JCC Executive Director Brian Schreiber said the Holocaust Center’s decision to move wouldn’t affect the JCC’s relationship with it.

“It’s their decision, so we’ll support that,” Schreiber said. “We’ll continue to partner with the Holocaust Center regardless of what space they’re in.”

He said the JCC has no plans for the Robinson space at this time.

For several years now, the Holocaust Center’s space at the Robinson Building had not been used for public programming.

“That space was ideal for the programs and the community’s needs 15 years ago,” Braunstein said. “We don’t program at all in that space now, and we have to grapple with what the center looks like without an active survivor community.”

She said the McKee Place space, a converted house next door to the federation building, is meant to be an internal working space and will not open to public functions.

Prior to last week’s announcement that there had been rumors that the center would move to the Beth Hamedrash Hagodol-Beth Jacob synagogue, Downtown. Indeed, Braunstein said, such a move had been considered.

“When I was hired there was an idea that the Downtown synagogue would make a lot of sense, attract a broad-based audience and build out permanent exhibits.”

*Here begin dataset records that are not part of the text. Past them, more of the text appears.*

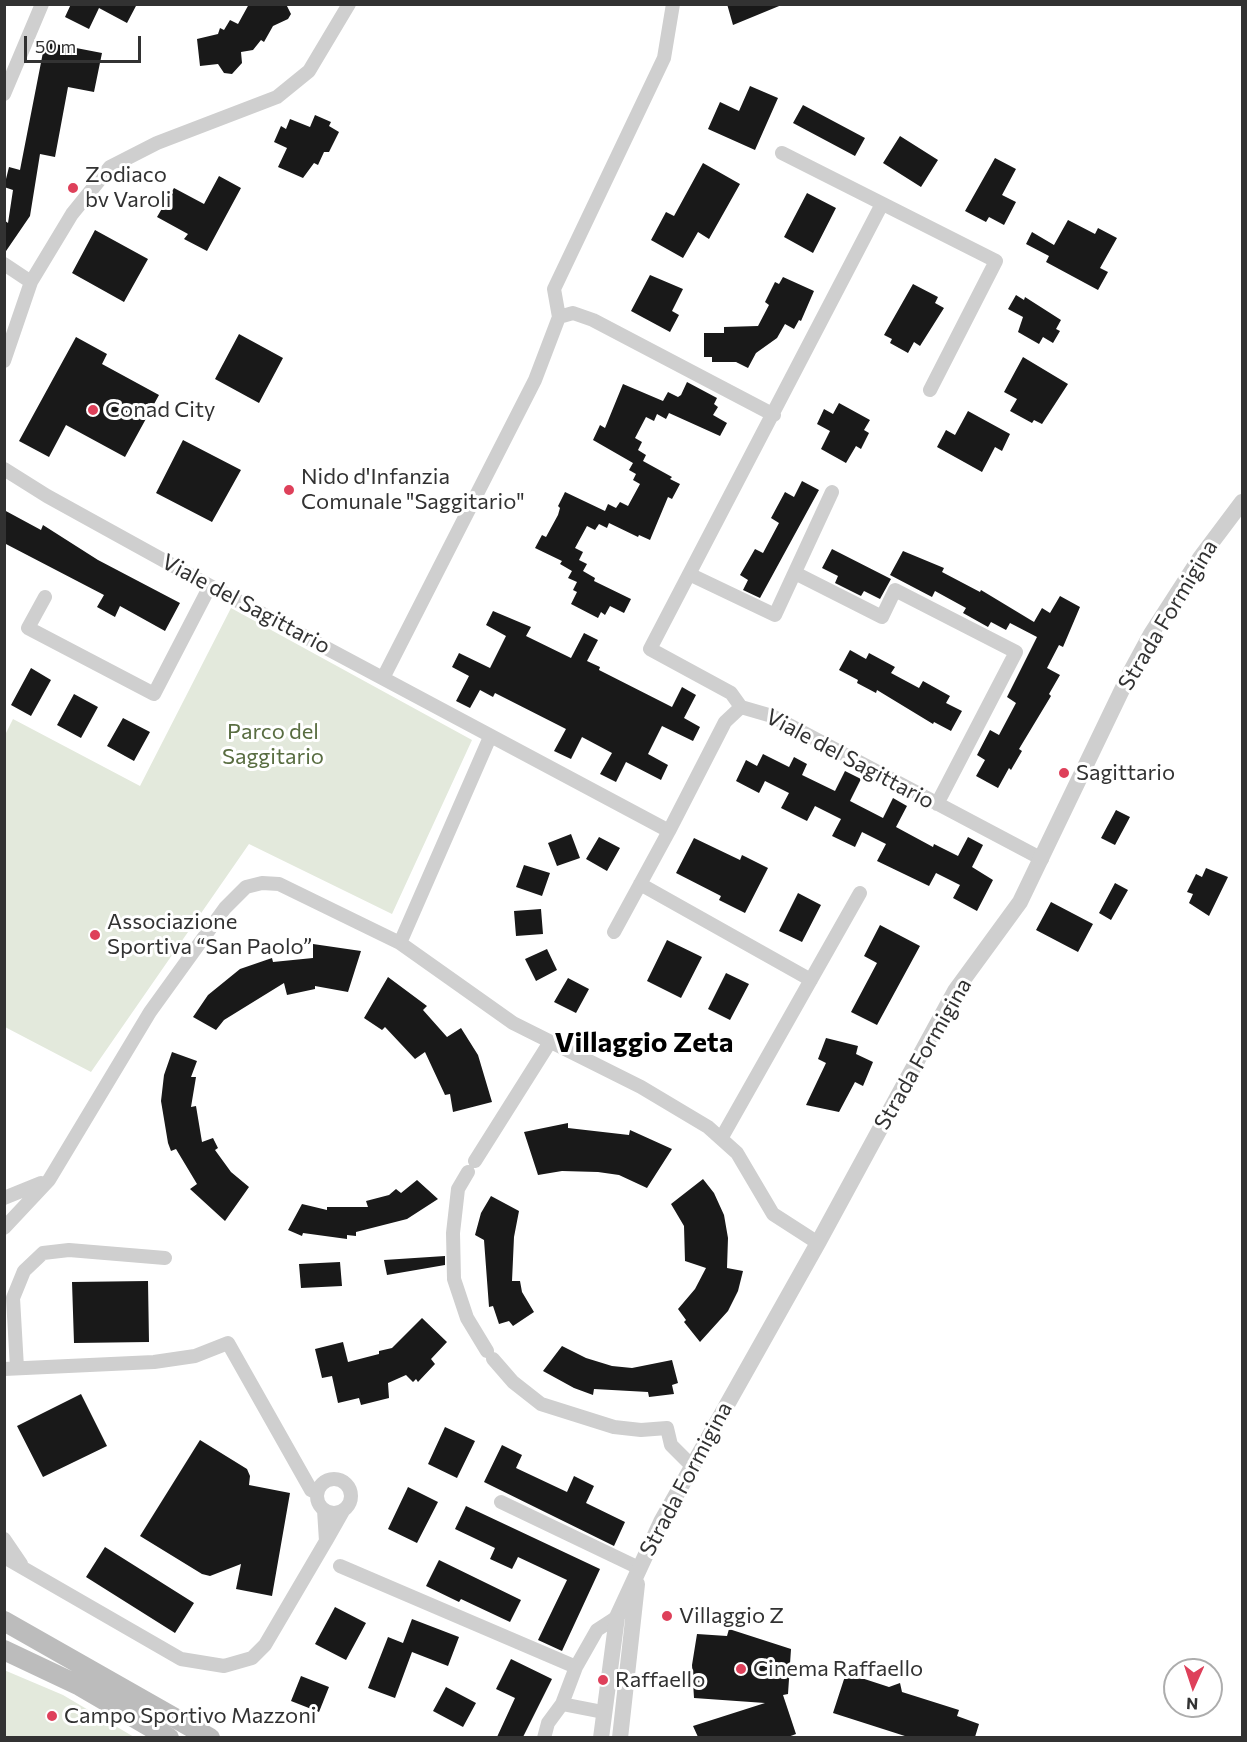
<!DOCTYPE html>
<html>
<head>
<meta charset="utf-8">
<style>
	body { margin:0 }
	#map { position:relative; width:1247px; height:1742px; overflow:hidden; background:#fff; font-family:Commissioner,sans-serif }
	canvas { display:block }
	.frame { position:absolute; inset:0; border:6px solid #323232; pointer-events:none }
	.north { position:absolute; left:1163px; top:1658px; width:60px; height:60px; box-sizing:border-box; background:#fff; border:2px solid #adadad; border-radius:50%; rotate:183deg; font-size:16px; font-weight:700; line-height:24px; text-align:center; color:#323232 }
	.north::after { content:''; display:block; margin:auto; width:21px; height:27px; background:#de405a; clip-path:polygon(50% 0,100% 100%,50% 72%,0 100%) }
	.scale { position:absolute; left:24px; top:36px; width:117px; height:27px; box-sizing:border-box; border:3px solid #323232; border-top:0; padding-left:8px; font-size:18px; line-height:21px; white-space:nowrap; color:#323232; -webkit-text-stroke:4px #fff; paint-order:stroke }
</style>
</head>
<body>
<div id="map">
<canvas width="1247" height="1742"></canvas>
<div class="frame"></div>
<div class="north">N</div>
<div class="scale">50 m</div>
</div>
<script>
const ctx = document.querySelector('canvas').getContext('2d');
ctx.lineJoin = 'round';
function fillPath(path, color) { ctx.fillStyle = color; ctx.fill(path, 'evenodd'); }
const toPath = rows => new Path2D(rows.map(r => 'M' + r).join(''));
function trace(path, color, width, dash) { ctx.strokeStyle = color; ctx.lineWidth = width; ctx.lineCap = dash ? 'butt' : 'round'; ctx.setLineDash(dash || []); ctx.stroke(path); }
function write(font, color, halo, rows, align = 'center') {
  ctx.font = font + ' Commissioner,sans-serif'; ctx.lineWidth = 6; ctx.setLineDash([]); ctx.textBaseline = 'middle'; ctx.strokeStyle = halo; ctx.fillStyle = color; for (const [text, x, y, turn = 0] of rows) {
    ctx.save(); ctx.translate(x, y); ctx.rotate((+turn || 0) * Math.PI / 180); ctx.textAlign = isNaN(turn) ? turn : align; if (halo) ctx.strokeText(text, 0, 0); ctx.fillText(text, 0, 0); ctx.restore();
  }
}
const green = toPath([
	[231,608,472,740,392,914,249,844,91,1072,5,1027,5,735,13,719,140,786],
	[4,1670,63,1695,134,1737,5,1737]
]);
const building = toPath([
	[71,4,137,4,127,23,99,8,89,29,65,17],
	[249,4,286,4,291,14,288,19,273,26,264,42,261,40,253,50,241,52,242,63,232,74,224,73,218,64,200,66,197,39,218,34,220,28,224,30,230,20,238,24],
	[727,4,784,4,733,25],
	[45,42,102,53,94,92,68,87,55,157,40,154,30,216,4,254,4,220,8,223,13,190,4,187,9,167,20,170],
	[750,86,778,98,755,150,708,129,720,102,739,111],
	[803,105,865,138,855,156,793,123],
	[315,115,331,122,329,126,339,132,329,152,324,152,318,165,314,163,303,178,278,167,287,148,274,142,281,126,286,129,290,119,310,127],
	[900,136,938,160,921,187,883,163],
	[995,158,1016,169,1002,195,1016,202,1004,225,989,217,986,222,965,211],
	[703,163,740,184,709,239,698,232,683,258,651,240,666,212,674,216],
	[219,176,241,188,207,251,184,239,188,234,157,217,174,188,204,204],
	[807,193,836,208,813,253,784,237],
	[1068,220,1095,234,1098,228,1117,238,1100,268,1108,272,1098,290,1046,262,1049,256,1026,244,1032,232,1054,245],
	[95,230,148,259,124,302,72,273],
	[650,275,683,289,672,311,679,315,670,332,631,311],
	[783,277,814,291,801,321,799,320,794,329,785,324,777,338,756,353,748,368,736,362,712,362,712,357,704,357,704,333,724,333,724,327,758,326,769,305,765,302,775,282,779,284],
	[913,284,938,297,935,303,944,308,920,346,914,342,908,353,890,343,892,339,884,335],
	[1016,295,1024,300,1025,297,1061,320,1056,329,1060,331,1053,343,1043,337,1039,344,1018,332,1023,317,1008,309],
	[239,334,283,358,259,403,215,379],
	[76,337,107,354,102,364,159,395,125,457,66,425,49,457,19,441],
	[1023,357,1068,384,1042,424,1034,420,1032,423,1010,411,1017,399,1004,392],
	[687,382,717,398,714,404,718,407,713,415,727,423,720,436,669,413,666,419,657,414,654,421,646,417,635,438,642,442,638,450,646,455,643,461,672,477,670,479,680,484,672,499,668,497,650,540,639,535,638,537,609,523,607,528,599,524,595,530,587,526,575,548,583,552,579,560,587,564,583,571,595,578,594,581,631,599,624,613,610,606,605,615,601,612,598,618,571,604,577,592,573,590,577,582,568,578,572,571,560,564,562,561,535,548,542,535,546,537,558,515,560,508,558,506,565,492,605,511,608,504,616,508,620,502,628,506,640,484,633,480,636,474,629,470,633,463,593,440,600,425,605,428,623,384,663,401,668,392,678,397,681,395],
	[839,403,870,420,864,430,869,433,861,449,856,446,846,463,821,449,830,431,817,424,824,409,833,414],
	[968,411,1010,434,1002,451,995,447,982,472,937,447,946,430,955,435],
	[183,440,241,470,212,522,156,493],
	[802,481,819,490,760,598,743,590,748,580,740,575,755,549,763,553,779,523,771,518,785,492,794,497],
	[4,510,41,530,43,525,98,560,180,603,165,631,120,606,115,617,97,607,104,595,4,543],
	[832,549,891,579,880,599,864,591,861,596,835,583,838,576,822,568],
	[903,551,944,568,942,572,980,592,981,590,1034,622,1042,608,1050,613,1060,596,1080,607,1063,647,1059,645,1047,668,1060,675,1049,694,1051,696,1019,749,1022,751,1011,770,1009,768,998,788,976,776,985,760,977,755,990,730,999,735,1016,703,1007,697,1037,637,1010,623,1006,630,991,622,988,627,963,613,966,608,935,591,932,597,890,575],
	[493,611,531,627,526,636,571,658,584,633,598,640,587,661,600,667,599,670,672,707,682,687,696,695,684,718,700,727,693,741,662,726,648,754,668,765,661,780,626,762,616,782,600,774,612,753,582,737,571,759,554,751,566,729,495,693,493,697,480,690,470,708,456,701,469,676,452,667,459,653,490,668,506,636,486,625],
	[850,650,866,659,869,653,895,667,891,673,919,688,923,681,950,696,946,703,962,711,951,731,934,722,933,724,877,690,876,693,857,683,858,680,839,670],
	[31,668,51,680,31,716,11,705],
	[74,694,98,707,81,738,57,725],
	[123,718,150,732,134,761,107,746],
	[763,754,789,767,794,757,807,764,802,775,835,791,845,771,861,779,850,801,883,818,893,798,907,806,896,827,933,847,934,844,958,856,968,837,983,845,972,867,993,880,977,911,953,898,960,885,936,873,929,886,877,861,886,844,862,832,855,847,832,836,841,819,815,806,807,821,781,808,789,793,765,781,759,793,736,781,746,760,757,766],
	[1116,810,1130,817,1115,845,1101,838],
	[571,834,580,858,557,866,548,843],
	[599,837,620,848,607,871,586,859],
	[694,838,740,860,742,855,768,868,745,913,719,900,721,896,676,873],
	[524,865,550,873,542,896,516,887],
	[1206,868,1228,877,1209,916,1189,903,1193,894,1187,892,1196,874,1202,877],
	[1115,883,1128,890,1111,920,1099,913],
	[798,893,821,905,802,942,779,931],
	[1051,902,1093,924,1078,952,1036,930],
	[541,909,543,934,516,936,514,911],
	[880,925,920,946,877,1025,851,1012,877,963,864,956],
	[667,940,702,957,681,998,647,981],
	[313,944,361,951,348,992,315,986,315,989,287,995,284,983,224,1020,216,1030,193,1017,208,995,240,969,272,958,273,962,313,958],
	[547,949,557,970,536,981,525,959],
	[726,973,749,984,730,1020,708,1009],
	[388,977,427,1006,423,1010,447,1037,461,1028,478,1055,492,1102,453,1112,450,1094,445,1095,425,1052,415,1059,385,1027,382,1030,364,1018],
	[568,978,589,989,576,1013,554,1002],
	[826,1038,858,1046,856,1054,873,1062,863,1086,855,1082,839,1112,806,1105,826,1063,818,1059],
	[172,1052,197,1061,191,1077,196,1077,191,1107,196,1106,202,1142,213,1138,218,1148,215,1150,231,1172,249,1187,225,1221,190,1189,197,1184,176,1149,171,1151,168,1143,161,1101,164,1075],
	[568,1123,568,1128,629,1135,630,1130,672,1149,647,1188,619,1175,598,1172,562,1171,538,1175,524,1132],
	[703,1179,714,1193,724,1215,728,1238,727,1268,743,1271,738,1291,728,1311,700,1342,684,1322,686,1320,678,1309,695,1289,706,1268,685,1261,684,1226,671,1204],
	[417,1180,438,1199,407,1219,356,1232,356,1236,347,1235,347,1239,303,1233,302,1236,288,1230,302,1204,327,1210,327,1207,368,1207,366,1201,389,1195,396,1189,401,1193],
	[491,1196,519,1211,514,1237,512,1281,520,1281,522,1292,534,1312,513,1326,509,1321,499,1324,493,1306,489,1307,484,1240,475,1235,481,1213],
	[445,1256,445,1265,387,1275,384,1260],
	[340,1262,342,1286,301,1288,299,1264],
	[148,1281,149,1342,74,1343,72,1282],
	[422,1318,447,1342,431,1359,435,1364,418,1382,416,1379,413,1382,406,1375,388,1383,389,1398,361,1405,359,1398,338,1403,332,1376,322,1378,315,1349,343,1342,348,1362,379,1354,379,1351,392,1348],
	[562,1346,586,1358,612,1366,632,1368,672,1360,678,1383,672,1385,674,1394,649,1397,648,1392,594,1389,593,1395,574,1388,543,1371],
	[81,1394,107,1446,43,1477,17,1426],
	[445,1427,475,1441,457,1478,428,1464],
	[200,1440,247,1469,250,1476,249,1485,290,1493,272,1596,236,1589,241,1564,210,1576,202,1574,140,1536],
	[502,1445,522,1455,516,1468,567,1492,574,1476,594,1486,586,1503,625,1522,614,1546,484,1482],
	[408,1487,438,1502,417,1543,388,1529],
	[466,1506,600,1569,562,1651,538,1640,567,1580,518,1557,512,1569,490,1559,495,1548,455,1529],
	[105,1547,194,1603,175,1633,86,1577],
	[439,1560,521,1600,510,1622,461,1599,459,1602,426,1586],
	[335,1607,366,1623,346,1660,315,1644],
	[412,1619,459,1637,448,1666,412,1652,395,1698,368,1688,388,1637,403,1643],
	[729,1629,791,1649,788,1694,783,1695,796,1734,788,1737,698,1737,693,1726,765,1703,694,1698,692,1665,697,1634,727,1636],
	[511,1659,552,1679,523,1737,497,1737,515,1698,496,1689],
	[846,1673,889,1687,900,1683,902,1692,959,1710,957,1716,979,1724,975,1737,908,1737,833,1713],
	[301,1676,329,1687,319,1712,291,1701],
	[446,1687,476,1703,463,1727,433,1711]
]);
const minor = toPath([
	[4,94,42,4],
	[782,153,996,261,930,390],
	[4,264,31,282],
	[559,317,573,313,593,320,774,415],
	[4,361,31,282,72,214,110,167,157,143,277,97,309,71,349,4],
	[4,469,47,496,210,586,669,831,725,722,741,707,772,716,1042,859],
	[795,573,882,617,895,590,1016,652,937,804],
	[689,574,775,615,832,492],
	[45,597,28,628,154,694,210,586],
	[383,678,535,380,559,317,554,289,664,58,673,4],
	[741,707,731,693,650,649,882,204],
	[640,884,811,980],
	[614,932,669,831],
	[400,943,490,737],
	[722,1137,860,893],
	[475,1161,550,1042],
	[468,1172,458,1189,453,1233,454,1279,467,1318,487,1351],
	[4,1198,41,1183],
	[4,1228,49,1180,150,1012,225,908,246,887,262,883,279,884,400,943,513,1023,641,1087,708,1127,737,1153,773,1214,818,1243],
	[493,1359,513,1382,541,1404,614,1427,641,1430,667,1428,671,1445,691,1465],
	[17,1368,13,1298,24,1271,43,1253,69,1250,165,1258],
	[4,1369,154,1362,195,1356,228,1343,311,1490,317,1493],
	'317 1496a17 17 0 1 1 34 0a17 17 0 1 1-34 0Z',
	[501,1502,639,1568],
	[324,1510,326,1541,343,1511],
	[4,1539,21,1564],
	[4,1557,181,1659,224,1666,252,1658,265,1645,326,1541],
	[340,1566,576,1667],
	[562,1704,603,1712],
	[544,1738,548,1723,562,1704,576,1667,597,1630,617,1617]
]);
const tertiary = toPath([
	[601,1738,617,1617,661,1522,818,1243,955,991,1020,902,1131,671,1151,634,1200,558,1242,502],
	[620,1738,637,1584]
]);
const secondary = toPath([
	[4,1621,210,1738],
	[4,1650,80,1686,169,1738]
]);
const markers = [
	[73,188,6,"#de405a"],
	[93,410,6,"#de405a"],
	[289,490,6,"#de405a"],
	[1064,773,6,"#de405a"],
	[95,935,6,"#de405a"],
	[667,1616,6,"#de405a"],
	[741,1669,6,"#de405a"],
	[603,1680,6,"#de405a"],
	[52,1716,6,"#de405a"]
];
const poiNames = [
	["Zodiaco",85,175],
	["bv Varoli",85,200],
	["Conad City",105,410],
	["Nido d'Infanzia",301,477],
	["Comunale \"Saggitario\"",301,502],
	["Sagittario",1076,773],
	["Associazione",107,922],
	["Sportiva “San Paolo”",107,947],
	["Villaggio Z",679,1616],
	["Cinema Raffaello",753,1669],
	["Raffaello",615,1680],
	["Campo Sportivo Mazzoni",64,1716]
];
const streetNames = [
	["Viale del Sagittario",246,604,28],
	["Strada Formigina",1168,615,-59],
	["Viale del Sagittario",850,759,28],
	["Strada Formigina",923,1054,-60],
	["Strada Formigina",686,1479,-62]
];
const parkNames = [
	["Parco del",273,732],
	["Saggitario",273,757]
];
const districtNames = [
	["Villaggio Zeta",644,1043]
];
fillPath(green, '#e3e9dc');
fillPath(building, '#191919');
trace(minor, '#cfcfcf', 14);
trace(tertiary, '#cfcfcf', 16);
trace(secondary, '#bcbcbc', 20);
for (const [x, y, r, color] of markers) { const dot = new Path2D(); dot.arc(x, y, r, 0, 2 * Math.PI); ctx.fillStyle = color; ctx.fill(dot); trace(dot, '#fff', 2); }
write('22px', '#323232', '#fff', poiNames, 'left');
write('22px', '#323232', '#fff', streetNames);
write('22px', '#596d41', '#fff', parkNames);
write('bold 28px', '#000', '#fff', districtNames);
</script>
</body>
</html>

Since then, she said the board has decided to explore all options. “We have to evaluate every spectrum of opportunity before we commit to something like that.”

Until a permanent site for the center is chosen, its artifacts and exhibits, some of which are currently on display at the JCC, will go into storage.

But the move won’t affect the center’s programming, Braunstein said. The Yom Hashoa program will be held Thursday, April 19, 7 p.m., at the JCC as always.

In addition, newer, broader community activities are in the works. For instance, the center is working with the August Wilson Center, Downtown, to present an exhibition this October on the 1936 Summer Olympics, known as the “Nazi Olympics” because they were held in Berlin and meant to showcase Nazi ideology.

“We’ll do the programming in the space where it makes the most sense,” Braunstein said.

She expects some type of plan for the future of the Holocaust Center to be worked out by the end of the summer. After that, it can begin looking for sites for its permanent home.

There is a chance, she noted, that the home could again be in Squirrel Hill.

The decision to move, Braunstein added, was made with the survivors’ views taken into consideration.

“Our governing board includes a significant number of Holocaust survivors, and the board voted unanimously,” she said. “In fact, it was a Holocaust survivor who put the motion on the table. So we’re operating within the context of what the survivor community has viewed appropriate.”